Work to be completed: What is needed is a single figure: how many lines of the records below contain the word "position".

(Stored data entries)

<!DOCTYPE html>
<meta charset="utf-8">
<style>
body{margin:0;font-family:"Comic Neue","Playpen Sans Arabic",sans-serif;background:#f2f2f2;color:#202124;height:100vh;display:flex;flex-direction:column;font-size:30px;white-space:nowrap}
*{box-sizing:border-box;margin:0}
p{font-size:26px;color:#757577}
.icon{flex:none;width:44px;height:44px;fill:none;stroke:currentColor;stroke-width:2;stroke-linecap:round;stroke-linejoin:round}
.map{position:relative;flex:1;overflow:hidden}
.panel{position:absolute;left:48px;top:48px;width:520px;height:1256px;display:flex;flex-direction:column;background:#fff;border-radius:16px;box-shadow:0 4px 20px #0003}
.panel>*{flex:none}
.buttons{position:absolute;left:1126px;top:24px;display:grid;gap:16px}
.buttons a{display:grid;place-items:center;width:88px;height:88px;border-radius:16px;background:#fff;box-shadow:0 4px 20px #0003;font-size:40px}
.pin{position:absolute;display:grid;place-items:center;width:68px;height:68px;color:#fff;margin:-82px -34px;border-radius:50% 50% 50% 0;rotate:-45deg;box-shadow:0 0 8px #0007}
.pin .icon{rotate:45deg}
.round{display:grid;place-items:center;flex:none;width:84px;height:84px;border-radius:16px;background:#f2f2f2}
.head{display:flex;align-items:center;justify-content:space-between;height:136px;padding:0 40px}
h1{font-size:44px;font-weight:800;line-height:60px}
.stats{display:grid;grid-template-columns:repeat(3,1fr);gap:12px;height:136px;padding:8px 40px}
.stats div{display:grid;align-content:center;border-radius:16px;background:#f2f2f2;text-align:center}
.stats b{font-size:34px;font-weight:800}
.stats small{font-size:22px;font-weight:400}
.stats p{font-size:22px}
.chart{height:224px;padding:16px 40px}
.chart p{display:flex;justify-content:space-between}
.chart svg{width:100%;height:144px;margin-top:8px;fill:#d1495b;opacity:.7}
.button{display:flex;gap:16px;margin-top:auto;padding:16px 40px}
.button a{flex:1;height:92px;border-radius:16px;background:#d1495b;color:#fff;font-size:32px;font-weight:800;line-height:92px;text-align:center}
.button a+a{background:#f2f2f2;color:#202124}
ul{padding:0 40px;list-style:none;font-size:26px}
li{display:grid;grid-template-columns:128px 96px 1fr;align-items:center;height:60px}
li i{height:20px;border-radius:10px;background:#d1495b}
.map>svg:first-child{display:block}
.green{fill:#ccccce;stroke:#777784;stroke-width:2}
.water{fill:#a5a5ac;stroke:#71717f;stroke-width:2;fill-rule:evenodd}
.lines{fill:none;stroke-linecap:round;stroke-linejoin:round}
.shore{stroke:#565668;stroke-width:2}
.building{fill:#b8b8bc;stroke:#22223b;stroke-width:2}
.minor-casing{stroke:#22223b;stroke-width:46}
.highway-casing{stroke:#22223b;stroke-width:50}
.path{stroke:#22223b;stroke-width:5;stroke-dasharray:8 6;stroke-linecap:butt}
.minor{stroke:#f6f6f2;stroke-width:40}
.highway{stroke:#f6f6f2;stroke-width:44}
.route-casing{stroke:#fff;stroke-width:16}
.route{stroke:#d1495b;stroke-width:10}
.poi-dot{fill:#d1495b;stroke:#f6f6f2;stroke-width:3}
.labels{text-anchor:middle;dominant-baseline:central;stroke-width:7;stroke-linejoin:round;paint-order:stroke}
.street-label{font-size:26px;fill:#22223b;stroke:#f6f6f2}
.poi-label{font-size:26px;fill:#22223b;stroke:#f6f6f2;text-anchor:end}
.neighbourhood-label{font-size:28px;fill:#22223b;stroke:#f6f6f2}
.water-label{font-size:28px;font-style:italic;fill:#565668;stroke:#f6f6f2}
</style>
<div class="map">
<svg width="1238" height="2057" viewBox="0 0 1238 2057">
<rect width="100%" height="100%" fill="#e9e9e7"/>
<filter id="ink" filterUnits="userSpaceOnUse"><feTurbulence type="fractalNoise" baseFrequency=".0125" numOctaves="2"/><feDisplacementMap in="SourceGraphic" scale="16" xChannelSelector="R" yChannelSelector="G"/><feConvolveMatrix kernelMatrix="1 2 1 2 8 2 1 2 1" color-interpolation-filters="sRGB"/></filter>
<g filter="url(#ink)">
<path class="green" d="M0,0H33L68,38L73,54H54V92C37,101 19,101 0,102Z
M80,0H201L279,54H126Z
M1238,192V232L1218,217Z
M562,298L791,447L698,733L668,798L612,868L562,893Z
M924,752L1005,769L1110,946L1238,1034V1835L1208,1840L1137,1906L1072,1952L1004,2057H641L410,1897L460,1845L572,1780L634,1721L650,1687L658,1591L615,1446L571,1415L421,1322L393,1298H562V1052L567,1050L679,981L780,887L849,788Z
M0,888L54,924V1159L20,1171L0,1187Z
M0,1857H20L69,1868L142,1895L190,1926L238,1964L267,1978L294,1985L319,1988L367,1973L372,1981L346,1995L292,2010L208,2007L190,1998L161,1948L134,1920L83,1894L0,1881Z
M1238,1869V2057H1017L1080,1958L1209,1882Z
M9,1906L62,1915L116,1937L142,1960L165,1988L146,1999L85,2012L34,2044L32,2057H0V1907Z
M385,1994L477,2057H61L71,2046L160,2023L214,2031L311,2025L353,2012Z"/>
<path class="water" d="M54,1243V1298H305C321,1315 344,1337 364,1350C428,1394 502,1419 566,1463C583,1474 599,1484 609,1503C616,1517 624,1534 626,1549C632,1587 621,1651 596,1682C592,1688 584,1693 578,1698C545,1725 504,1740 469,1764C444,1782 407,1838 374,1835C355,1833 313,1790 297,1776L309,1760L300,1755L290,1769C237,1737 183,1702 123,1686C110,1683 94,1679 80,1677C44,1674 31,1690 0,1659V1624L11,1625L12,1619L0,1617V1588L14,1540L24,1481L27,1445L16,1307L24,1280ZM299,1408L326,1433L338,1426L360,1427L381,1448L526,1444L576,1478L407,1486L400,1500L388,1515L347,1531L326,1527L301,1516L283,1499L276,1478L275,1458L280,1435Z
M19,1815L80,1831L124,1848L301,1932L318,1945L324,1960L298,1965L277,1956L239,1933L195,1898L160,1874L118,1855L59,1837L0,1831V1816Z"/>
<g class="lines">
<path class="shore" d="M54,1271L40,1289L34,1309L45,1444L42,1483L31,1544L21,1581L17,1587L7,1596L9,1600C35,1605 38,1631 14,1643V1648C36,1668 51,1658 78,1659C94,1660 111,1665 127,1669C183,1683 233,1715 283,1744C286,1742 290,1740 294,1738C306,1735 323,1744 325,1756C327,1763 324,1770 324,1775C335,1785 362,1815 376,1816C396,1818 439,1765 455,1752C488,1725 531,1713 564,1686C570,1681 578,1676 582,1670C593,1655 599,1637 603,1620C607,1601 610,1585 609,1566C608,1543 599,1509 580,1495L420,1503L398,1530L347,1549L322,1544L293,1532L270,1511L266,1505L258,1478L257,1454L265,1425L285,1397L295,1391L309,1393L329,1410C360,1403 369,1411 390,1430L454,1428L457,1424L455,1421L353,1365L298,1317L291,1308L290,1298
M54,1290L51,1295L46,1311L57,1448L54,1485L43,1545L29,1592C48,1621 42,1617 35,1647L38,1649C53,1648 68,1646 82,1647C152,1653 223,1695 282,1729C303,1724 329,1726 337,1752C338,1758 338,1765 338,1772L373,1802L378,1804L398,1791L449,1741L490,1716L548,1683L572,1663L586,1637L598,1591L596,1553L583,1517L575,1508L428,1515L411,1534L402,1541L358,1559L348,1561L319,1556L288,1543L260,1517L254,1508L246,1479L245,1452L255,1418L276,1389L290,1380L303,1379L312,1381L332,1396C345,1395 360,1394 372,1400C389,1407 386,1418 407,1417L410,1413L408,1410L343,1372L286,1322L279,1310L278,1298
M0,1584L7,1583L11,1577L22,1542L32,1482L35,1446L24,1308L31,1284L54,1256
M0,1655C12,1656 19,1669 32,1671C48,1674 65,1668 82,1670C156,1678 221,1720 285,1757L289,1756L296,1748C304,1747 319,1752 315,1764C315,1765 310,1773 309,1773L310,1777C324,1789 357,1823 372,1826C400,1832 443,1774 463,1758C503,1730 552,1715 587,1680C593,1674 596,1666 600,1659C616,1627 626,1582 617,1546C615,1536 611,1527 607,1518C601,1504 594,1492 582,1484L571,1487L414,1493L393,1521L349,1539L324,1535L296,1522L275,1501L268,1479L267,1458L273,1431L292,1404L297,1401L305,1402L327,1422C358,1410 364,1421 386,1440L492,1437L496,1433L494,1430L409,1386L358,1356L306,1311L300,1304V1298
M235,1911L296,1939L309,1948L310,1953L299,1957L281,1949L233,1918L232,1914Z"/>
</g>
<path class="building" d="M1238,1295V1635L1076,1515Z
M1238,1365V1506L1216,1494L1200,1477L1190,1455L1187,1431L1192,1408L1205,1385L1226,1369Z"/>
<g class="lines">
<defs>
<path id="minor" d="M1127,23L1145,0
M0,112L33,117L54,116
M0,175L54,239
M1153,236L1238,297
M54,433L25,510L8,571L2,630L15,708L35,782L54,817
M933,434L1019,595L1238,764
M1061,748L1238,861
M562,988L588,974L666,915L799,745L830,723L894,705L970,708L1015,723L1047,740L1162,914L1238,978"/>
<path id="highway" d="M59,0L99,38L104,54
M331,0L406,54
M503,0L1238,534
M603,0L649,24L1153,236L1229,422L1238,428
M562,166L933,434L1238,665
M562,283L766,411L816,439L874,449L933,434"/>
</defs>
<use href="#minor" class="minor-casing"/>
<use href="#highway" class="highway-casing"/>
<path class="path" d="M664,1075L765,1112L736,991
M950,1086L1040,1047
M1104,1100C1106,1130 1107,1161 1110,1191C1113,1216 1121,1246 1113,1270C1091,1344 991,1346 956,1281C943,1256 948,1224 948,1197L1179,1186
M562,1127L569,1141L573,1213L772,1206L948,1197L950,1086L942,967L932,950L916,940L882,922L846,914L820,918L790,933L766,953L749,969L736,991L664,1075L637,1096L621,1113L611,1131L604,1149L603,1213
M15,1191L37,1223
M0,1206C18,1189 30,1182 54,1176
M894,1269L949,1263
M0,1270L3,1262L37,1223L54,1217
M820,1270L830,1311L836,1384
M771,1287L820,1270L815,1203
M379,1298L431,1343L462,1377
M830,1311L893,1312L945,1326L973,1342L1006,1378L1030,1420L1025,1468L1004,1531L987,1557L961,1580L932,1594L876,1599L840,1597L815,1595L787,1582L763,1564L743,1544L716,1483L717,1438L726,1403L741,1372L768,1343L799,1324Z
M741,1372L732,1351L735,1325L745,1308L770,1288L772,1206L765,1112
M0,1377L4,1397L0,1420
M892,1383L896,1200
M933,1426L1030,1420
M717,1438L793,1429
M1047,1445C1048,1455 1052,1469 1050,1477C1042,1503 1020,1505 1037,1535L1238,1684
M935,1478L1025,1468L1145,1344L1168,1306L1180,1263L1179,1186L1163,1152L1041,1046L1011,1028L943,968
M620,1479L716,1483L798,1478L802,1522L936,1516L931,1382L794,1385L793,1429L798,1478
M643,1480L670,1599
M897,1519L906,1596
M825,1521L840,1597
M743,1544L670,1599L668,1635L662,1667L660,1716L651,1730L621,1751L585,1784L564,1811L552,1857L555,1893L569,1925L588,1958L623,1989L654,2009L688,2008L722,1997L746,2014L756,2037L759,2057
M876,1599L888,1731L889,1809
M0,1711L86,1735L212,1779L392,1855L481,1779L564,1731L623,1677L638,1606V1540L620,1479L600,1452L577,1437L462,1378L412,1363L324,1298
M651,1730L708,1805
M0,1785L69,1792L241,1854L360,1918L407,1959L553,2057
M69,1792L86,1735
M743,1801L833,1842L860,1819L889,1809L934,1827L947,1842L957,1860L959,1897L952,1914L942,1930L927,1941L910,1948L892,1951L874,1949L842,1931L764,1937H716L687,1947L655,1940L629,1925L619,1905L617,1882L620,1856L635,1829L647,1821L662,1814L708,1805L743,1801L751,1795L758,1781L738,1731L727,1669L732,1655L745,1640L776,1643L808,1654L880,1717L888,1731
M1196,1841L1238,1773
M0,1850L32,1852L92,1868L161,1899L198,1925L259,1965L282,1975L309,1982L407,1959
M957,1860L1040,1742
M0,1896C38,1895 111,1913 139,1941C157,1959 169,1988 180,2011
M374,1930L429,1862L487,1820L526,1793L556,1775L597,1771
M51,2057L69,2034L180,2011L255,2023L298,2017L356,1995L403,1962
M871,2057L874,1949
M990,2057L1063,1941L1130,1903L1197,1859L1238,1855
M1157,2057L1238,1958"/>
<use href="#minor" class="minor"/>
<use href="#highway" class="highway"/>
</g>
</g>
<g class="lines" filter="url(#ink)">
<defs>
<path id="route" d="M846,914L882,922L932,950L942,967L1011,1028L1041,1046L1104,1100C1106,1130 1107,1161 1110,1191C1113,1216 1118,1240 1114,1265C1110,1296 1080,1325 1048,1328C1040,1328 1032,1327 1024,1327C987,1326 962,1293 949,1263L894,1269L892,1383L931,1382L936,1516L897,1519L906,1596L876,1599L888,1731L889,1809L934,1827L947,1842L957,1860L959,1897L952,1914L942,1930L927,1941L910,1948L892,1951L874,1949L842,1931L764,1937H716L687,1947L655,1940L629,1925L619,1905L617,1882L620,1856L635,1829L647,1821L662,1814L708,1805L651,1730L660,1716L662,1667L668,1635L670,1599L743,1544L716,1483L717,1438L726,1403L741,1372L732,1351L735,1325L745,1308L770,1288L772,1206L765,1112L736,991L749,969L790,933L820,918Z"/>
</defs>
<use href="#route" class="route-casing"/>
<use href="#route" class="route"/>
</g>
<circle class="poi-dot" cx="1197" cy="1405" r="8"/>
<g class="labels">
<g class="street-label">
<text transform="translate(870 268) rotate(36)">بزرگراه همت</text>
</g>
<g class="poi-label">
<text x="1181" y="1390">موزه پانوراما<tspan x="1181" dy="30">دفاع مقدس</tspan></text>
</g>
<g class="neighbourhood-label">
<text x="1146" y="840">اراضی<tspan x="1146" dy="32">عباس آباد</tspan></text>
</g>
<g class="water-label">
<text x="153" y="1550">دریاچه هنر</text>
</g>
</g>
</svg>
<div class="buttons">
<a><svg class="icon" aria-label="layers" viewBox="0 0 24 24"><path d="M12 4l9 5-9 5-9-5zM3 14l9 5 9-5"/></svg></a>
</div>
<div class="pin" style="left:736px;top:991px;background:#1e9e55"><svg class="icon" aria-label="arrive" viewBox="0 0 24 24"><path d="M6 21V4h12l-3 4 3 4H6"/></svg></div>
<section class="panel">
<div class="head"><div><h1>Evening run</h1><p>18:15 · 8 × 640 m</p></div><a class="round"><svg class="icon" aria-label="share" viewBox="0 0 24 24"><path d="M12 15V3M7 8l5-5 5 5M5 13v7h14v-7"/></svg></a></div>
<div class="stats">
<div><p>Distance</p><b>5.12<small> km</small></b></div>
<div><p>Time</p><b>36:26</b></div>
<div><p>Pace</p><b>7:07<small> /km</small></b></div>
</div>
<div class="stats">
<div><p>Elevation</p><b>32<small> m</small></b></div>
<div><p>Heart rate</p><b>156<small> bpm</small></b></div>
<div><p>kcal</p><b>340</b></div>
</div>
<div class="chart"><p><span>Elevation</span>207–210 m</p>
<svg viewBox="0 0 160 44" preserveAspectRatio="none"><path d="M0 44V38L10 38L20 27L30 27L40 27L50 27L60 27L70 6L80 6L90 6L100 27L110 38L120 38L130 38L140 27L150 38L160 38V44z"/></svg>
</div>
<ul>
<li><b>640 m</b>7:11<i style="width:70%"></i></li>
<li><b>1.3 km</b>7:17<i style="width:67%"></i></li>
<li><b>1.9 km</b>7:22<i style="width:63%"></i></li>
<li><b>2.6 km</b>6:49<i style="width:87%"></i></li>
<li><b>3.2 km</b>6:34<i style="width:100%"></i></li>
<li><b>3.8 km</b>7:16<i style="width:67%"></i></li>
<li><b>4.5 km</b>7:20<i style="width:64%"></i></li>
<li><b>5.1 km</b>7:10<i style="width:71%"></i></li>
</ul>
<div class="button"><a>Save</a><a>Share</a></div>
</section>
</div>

Exercise output: 4